### Data section
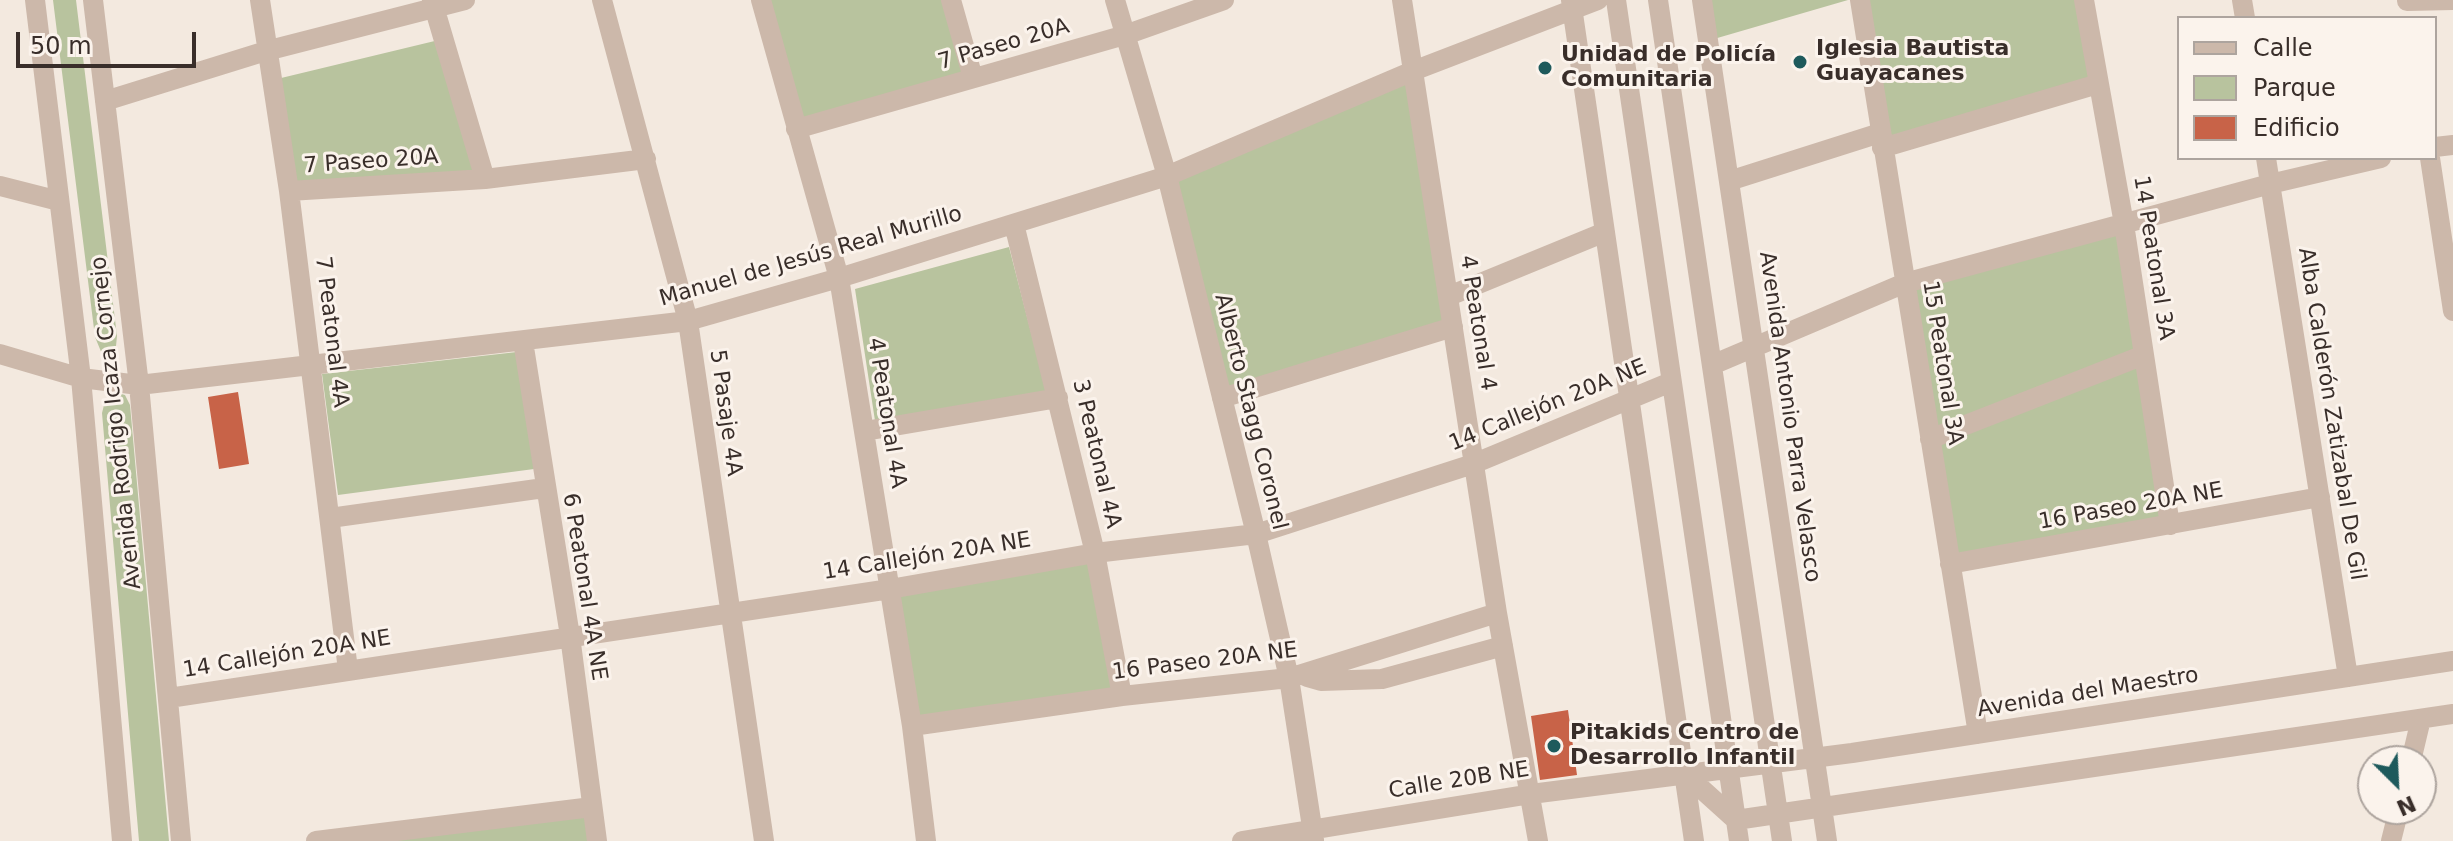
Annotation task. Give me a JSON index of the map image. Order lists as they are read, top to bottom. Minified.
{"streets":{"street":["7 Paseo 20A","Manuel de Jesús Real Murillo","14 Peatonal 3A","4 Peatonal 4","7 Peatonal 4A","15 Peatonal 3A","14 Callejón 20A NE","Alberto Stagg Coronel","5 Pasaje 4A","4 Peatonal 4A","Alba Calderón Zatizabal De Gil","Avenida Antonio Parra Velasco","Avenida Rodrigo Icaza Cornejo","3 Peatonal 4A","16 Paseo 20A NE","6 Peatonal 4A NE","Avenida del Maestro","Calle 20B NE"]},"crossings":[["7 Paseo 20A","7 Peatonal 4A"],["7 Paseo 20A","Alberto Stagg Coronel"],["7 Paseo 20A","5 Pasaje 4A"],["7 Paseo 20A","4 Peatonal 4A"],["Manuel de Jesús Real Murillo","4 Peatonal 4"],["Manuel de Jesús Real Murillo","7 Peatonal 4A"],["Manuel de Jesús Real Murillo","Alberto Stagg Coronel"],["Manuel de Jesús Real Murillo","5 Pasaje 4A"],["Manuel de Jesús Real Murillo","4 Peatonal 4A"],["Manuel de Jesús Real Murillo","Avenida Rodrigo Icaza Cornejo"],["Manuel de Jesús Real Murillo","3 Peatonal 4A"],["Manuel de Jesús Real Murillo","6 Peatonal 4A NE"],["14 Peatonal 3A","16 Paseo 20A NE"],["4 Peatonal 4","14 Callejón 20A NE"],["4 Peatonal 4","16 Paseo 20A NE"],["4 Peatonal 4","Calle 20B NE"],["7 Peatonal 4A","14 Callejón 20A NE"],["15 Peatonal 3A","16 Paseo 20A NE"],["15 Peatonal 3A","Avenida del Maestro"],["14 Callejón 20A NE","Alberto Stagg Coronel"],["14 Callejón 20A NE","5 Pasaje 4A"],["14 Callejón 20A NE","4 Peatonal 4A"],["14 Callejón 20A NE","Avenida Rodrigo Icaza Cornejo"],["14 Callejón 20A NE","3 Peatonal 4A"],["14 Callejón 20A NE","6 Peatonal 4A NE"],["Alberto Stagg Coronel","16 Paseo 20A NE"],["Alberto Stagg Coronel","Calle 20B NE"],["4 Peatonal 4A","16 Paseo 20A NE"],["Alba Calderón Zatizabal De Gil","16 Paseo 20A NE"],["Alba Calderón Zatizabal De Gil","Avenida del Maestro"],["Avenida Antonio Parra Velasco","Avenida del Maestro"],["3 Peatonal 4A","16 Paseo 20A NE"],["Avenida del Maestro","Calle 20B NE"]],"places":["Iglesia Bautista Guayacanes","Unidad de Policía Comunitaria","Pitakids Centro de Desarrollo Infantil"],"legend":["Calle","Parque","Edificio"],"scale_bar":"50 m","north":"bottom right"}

==

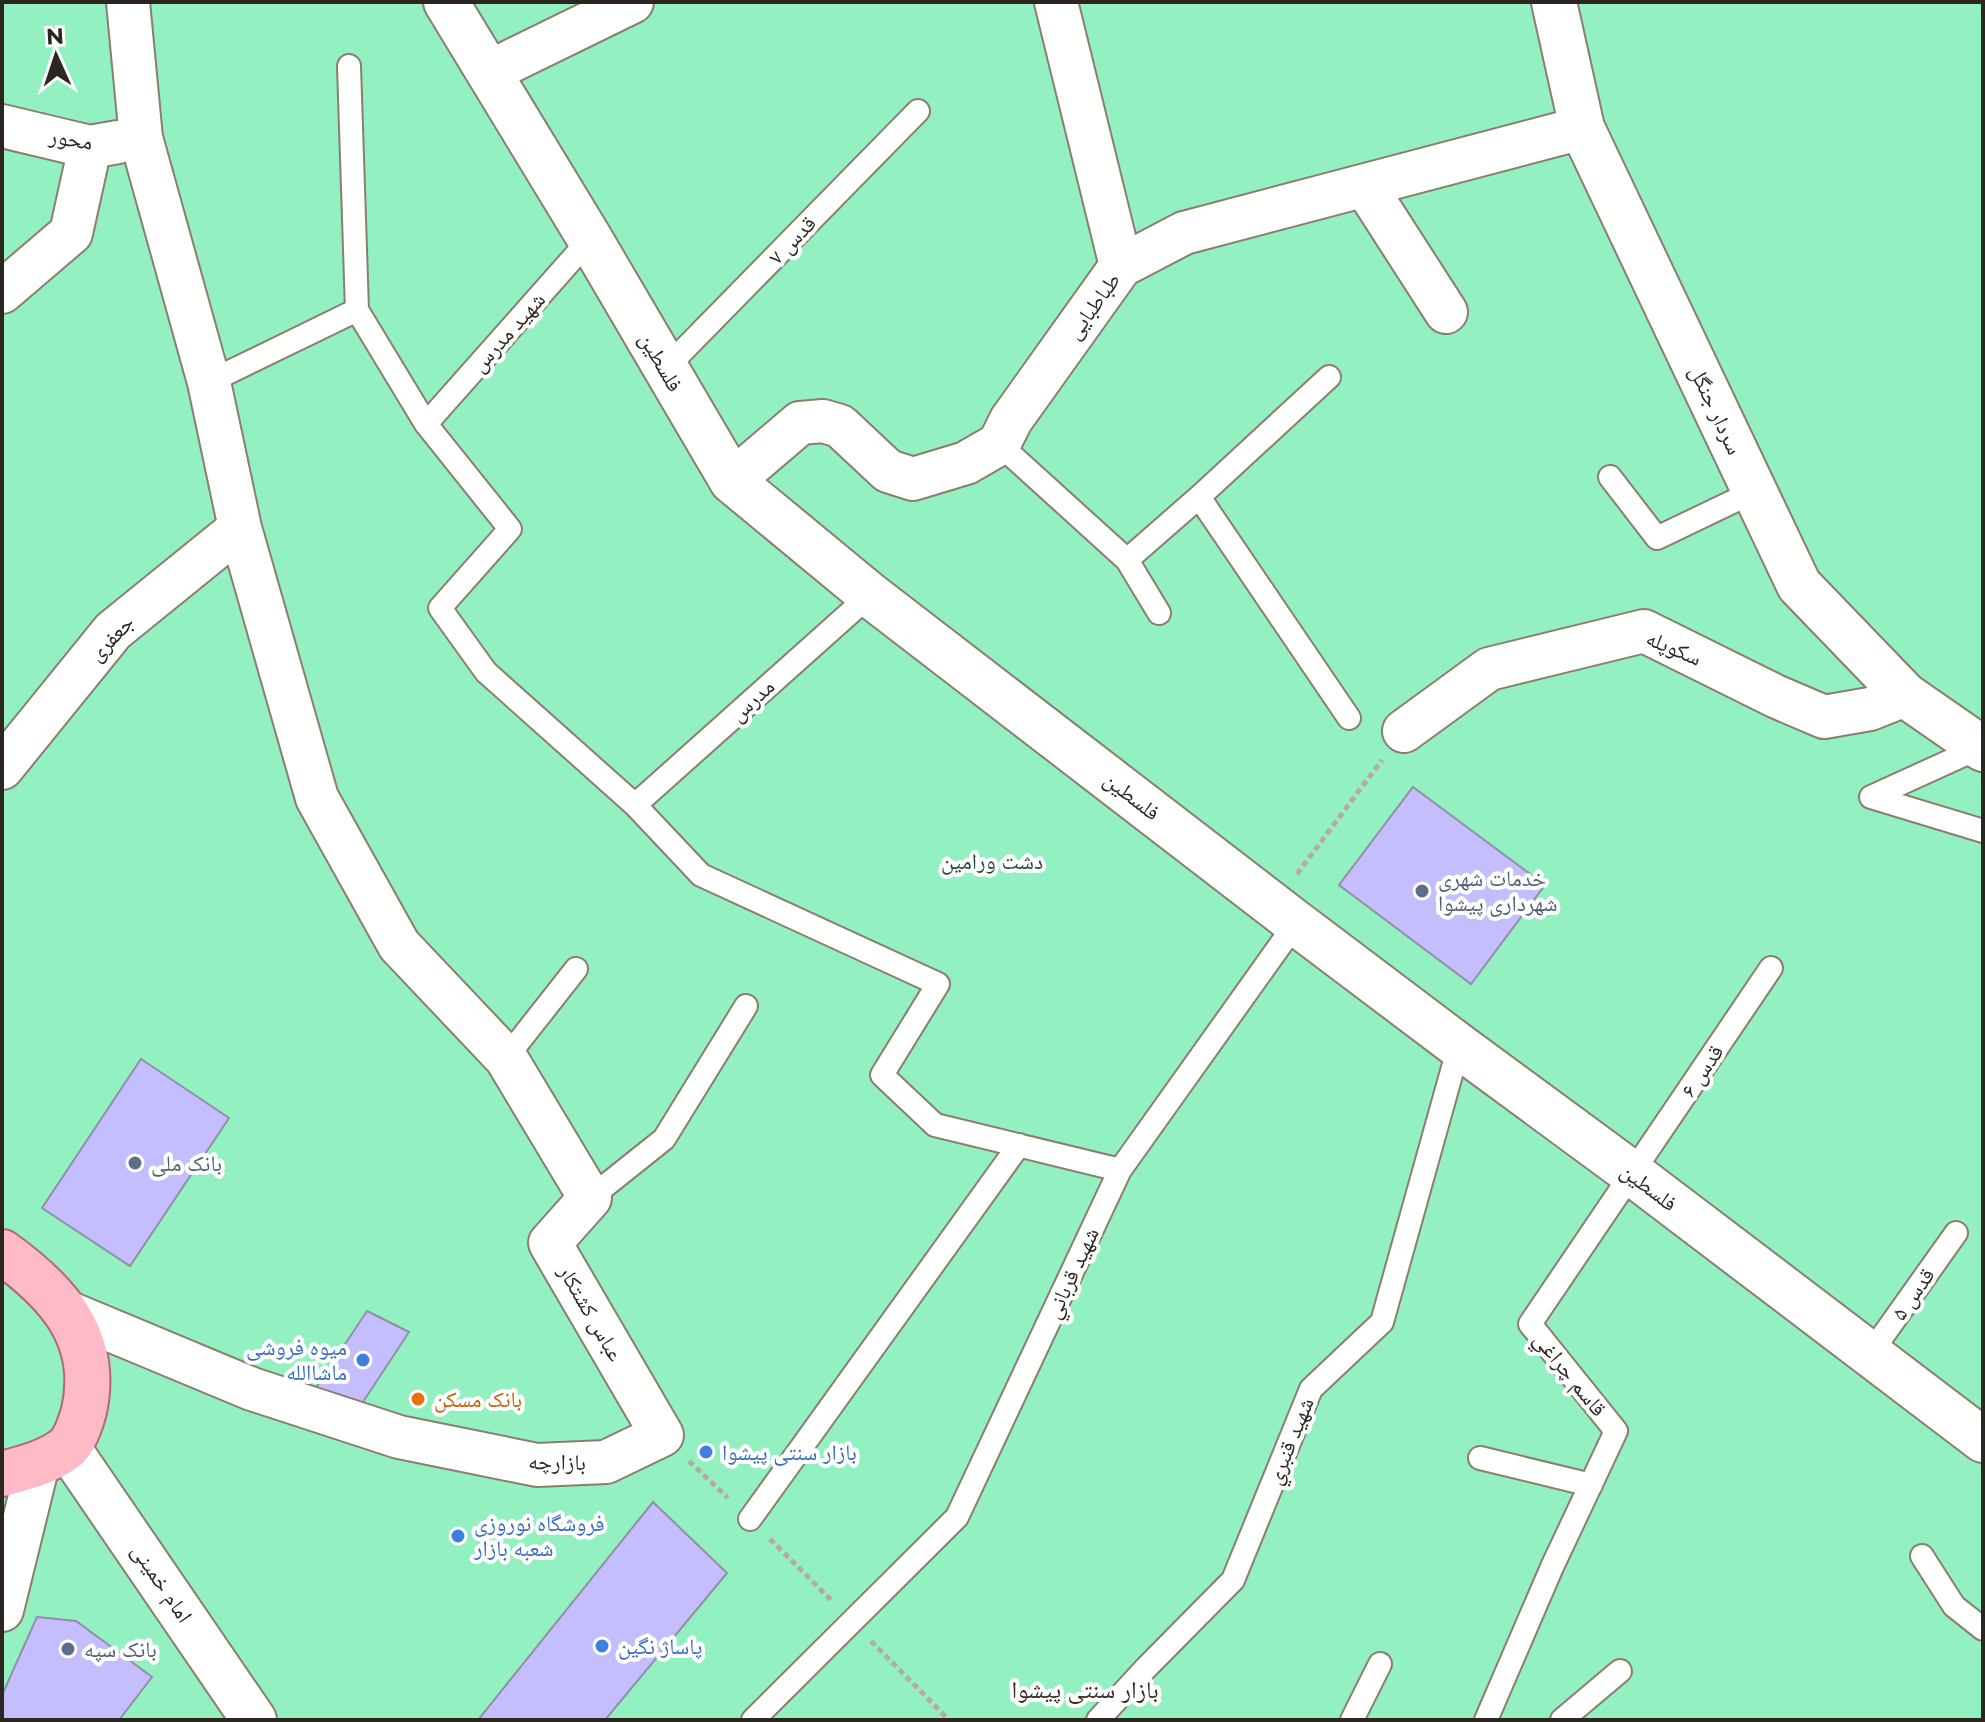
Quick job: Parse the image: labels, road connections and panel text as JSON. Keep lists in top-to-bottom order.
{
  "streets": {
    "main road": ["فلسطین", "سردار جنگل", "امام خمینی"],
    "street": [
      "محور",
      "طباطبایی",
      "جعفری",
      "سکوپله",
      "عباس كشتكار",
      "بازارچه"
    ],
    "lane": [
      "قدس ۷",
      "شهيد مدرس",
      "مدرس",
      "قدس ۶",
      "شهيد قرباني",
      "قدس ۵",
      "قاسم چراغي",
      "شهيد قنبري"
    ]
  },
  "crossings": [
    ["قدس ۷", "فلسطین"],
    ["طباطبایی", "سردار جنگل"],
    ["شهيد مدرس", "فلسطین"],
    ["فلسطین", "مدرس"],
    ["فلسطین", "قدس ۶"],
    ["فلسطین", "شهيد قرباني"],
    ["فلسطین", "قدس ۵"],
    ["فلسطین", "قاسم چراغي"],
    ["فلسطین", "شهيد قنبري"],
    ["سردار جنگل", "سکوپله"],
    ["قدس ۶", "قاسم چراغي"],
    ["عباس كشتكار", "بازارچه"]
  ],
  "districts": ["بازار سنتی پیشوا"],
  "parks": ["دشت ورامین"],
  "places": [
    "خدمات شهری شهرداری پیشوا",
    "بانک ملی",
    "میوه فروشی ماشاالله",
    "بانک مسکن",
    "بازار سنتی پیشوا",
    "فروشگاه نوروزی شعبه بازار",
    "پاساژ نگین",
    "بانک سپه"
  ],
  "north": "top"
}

### Exercise instructions
Reading through the records above, report each line in which the string "JSON" is found.

### Expected output
Annotation task. Give me a JSON index of the map image. Order lists as they are read, top to bottom. Minified.
Quick job: Parse the image: labels, road connections and panel text as JSON. Keep lists in top-to-bottom order.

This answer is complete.